*DATA EXCERPTS*:
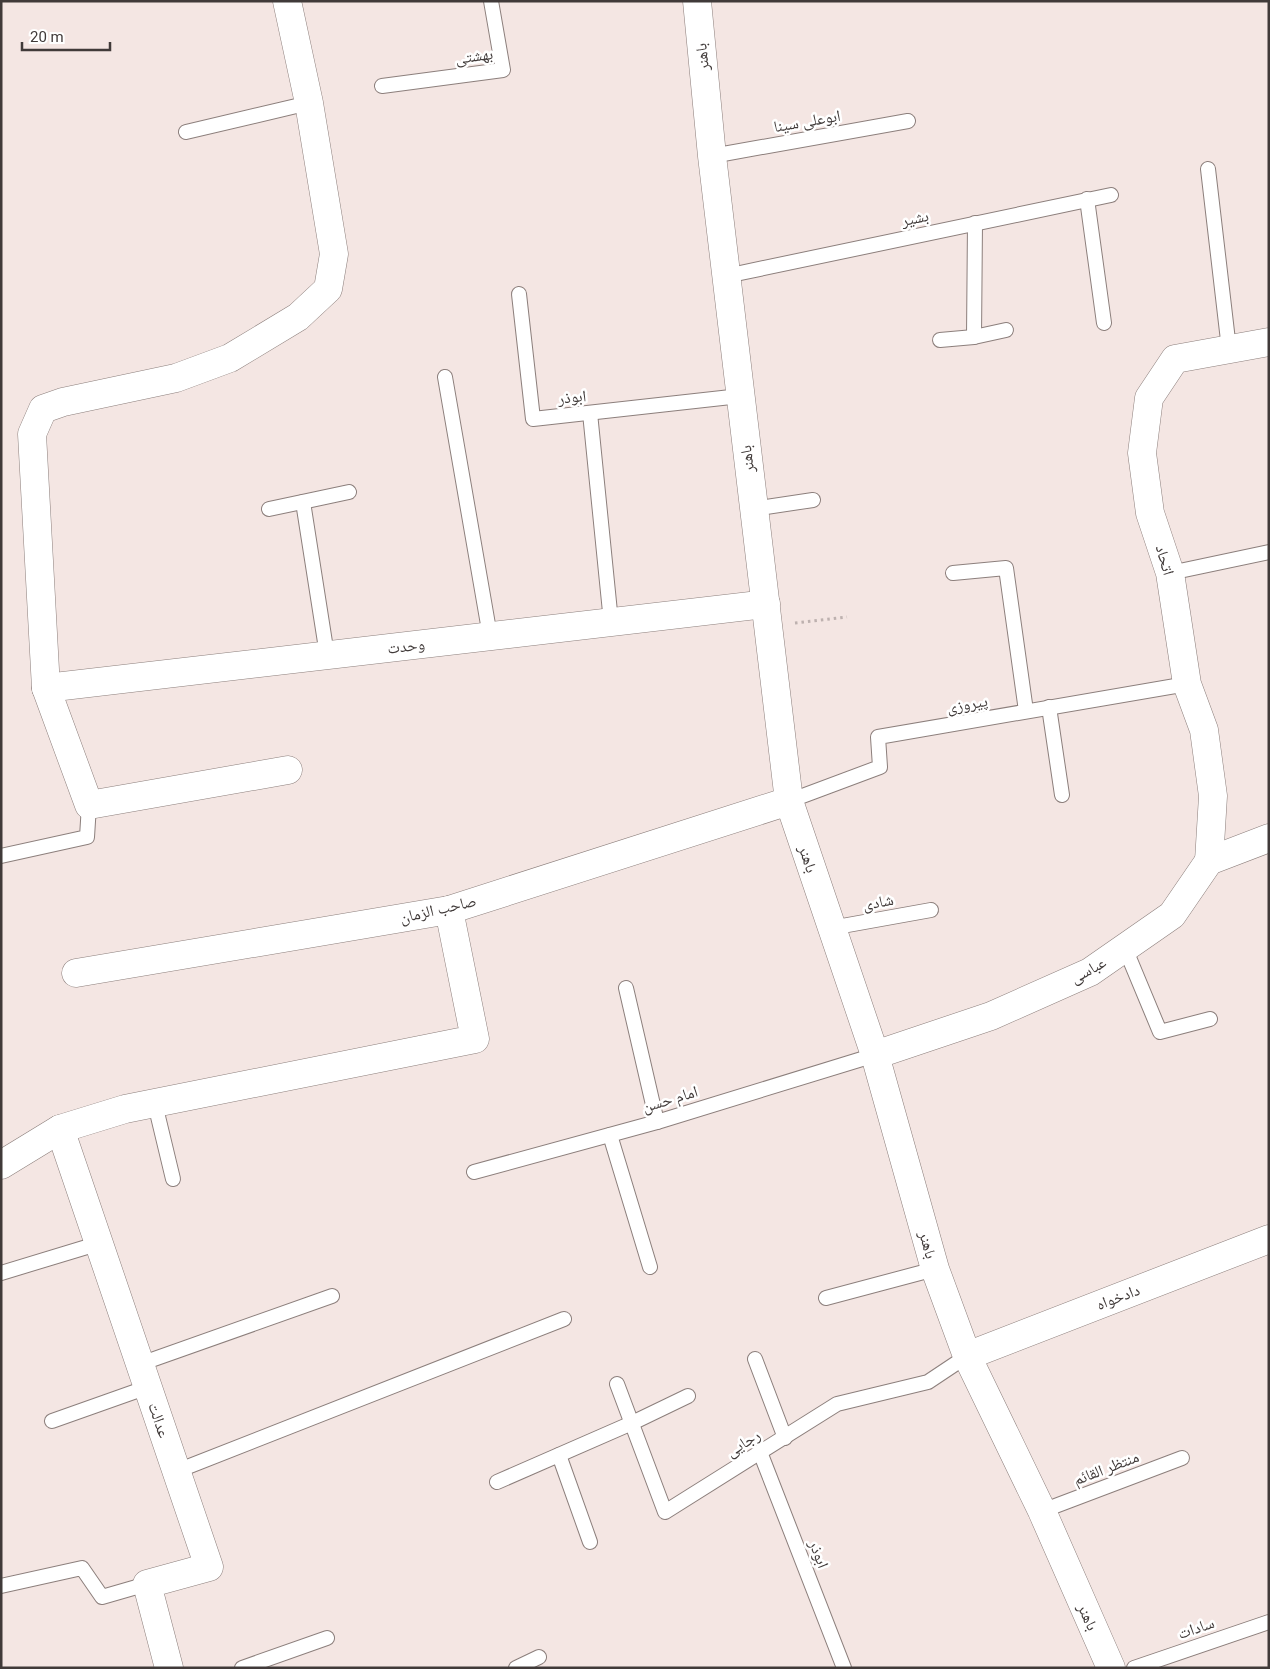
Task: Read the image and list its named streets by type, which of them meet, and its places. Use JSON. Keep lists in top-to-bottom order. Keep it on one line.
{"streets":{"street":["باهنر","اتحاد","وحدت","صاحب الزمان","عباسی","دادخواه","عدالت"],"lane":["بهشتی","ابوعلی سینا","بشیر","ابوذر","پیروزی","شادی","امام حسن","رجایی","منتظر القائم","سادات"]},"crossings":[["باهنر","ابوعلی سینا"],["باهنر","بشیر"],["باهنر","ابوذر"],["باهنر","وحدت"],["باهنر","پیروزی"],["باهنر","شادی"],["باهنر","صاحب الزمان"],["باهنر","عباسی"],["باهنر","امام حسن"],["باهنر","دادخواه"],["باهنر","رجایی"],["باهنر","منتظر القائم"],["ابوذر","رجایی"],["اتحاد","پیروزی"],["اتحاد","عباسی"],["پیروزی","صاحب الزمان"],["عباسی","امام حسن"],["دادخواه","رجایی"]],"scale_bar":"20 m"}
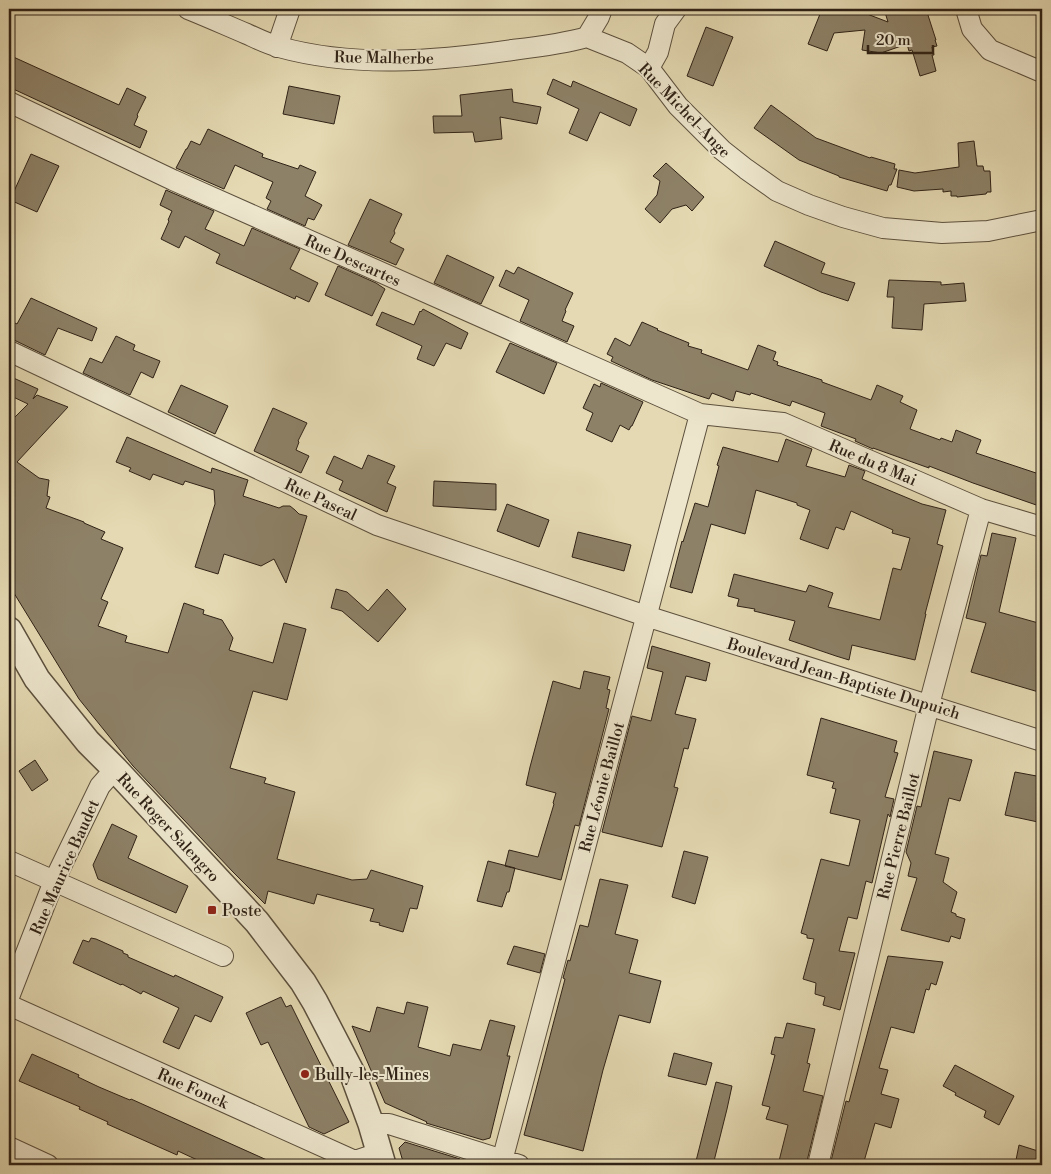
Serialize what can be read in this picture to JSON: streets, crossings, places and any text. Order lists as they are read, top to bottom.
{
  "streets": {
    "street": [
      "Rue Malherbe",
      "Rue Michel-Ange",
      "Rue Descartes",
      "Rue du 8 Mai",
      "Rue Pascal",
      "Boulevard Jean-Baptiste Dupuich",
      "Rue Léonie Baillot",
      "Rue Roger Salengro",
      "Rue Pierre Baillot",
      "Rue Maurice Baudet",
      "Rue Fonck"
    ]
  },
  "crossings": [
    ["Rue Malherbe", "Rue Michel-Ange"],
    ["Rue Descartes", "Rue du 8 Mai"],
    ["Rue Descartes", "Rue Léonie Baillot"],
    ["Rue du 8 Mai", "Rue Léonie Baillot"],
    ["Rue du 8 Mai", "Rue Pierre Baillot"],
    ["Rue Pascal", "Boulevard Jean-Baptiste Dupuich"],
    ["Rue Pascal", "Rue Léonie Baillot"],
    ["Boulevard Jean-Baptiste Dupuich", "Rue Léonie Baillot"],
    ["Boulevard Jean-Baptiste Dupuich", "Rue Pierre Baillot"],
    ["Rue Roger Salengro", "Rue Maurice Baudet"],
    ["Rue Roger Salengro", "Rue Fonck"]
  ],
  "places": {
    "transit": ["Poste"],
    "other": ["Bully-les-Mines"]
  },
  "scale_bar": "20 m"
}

*ACTIVITY*: Copy all of the listing word for word, minus the images.

*ANSWER TO THE PROBLEM*:
Task: Read the image and list its named streets by type, which of them meet, and its places. Use JSON. Keep lists in top-to-bottom order. Keep it on one line.
{"streets":{"street":["باهنر","اتحاد","وحدت","صاحب الزمان","عباسی","دادخواه","عدالت"],"lane":["بهشتی","ابوعلی سینا","بشیر","ابوذر","پیروزی","شادی","امام حسن","رجایی","منتظر القائم","سادات"]},"crossings":[["باهنر","ابوعلی سینا"],["باهنر","بشیر"],["باهنر","ابوذر"],["باهنر","وحدت"],["باهنر","پیروزی"],["باهنر","شادی"],["باهنر","صاحب الزمان"],["باهنر","عباسی"],["باهنر","امام حسن"],["باهنر","دادخواه"],["باهنر","رجایی"],["باهنر","منتظر القائم"],["ابوذر","رجایی"],["اتحاد","پیروزی"],["اتحاد","عباسی"],["پیروزی","صاحب الزمان"],["عباسی","امام حسن"],["دادخواه","رجایی"]],"scale_bar":"20 m"}
Serialize what can be read in this picture to JSON: streets, crossings, places and any text. Order lists as they are read, top to bottom.
{
  "streets": {
    "street": [
      "Rue Malherbe",
      "Rue Michel-Ange",
      "Rue Descartes",
      "Rue du 8 Mai",
      "Rue Pascal",
      "Boulevard Jean-Baptiste Dupuich",
      "Rue Léonie Baillot",
      "Rue Roger Salengro",
      "Rue Pierre Baillot",
      "Rue Maurice Baudet",
      "Rue Fonck"
    ]
  },
  "crossings": [
    ["Rue Malherbe", "Rue Michel-Ange"],
    ["Rue Descartes", "Rue du 8 Mai"],
    ["Rue Descartes", "Rue Léonie Baillot"],
    ["Rue du 8 Mai", "Rue Léonie Baillot"],
    ["Rue du 8 Mai", "Rue Pierre Baillot"],
    ["Rue Pascal", "Boulevard Jean-Baptiste Dupuich"],
    ["Rue Pascal", "Rue Léonie Baillot"],
    ["Boulevard Jean-Baptiste Dupuich", "Rue Léonie Baillot"],
    ["Boulevard Jean-Baptiste Dupuich", "Rue Pierre Baillot"],
    ["Rue Roger Salengro", "Rue Maurice Baudet"],
    ["Rue Roger Salengro", "Rue Fonck"]
  ],
  "places": {
    "transit": ["Poste"],
    "other": ["Bully-les-Mines"]
  },
  "scale_bar": "20 m"
}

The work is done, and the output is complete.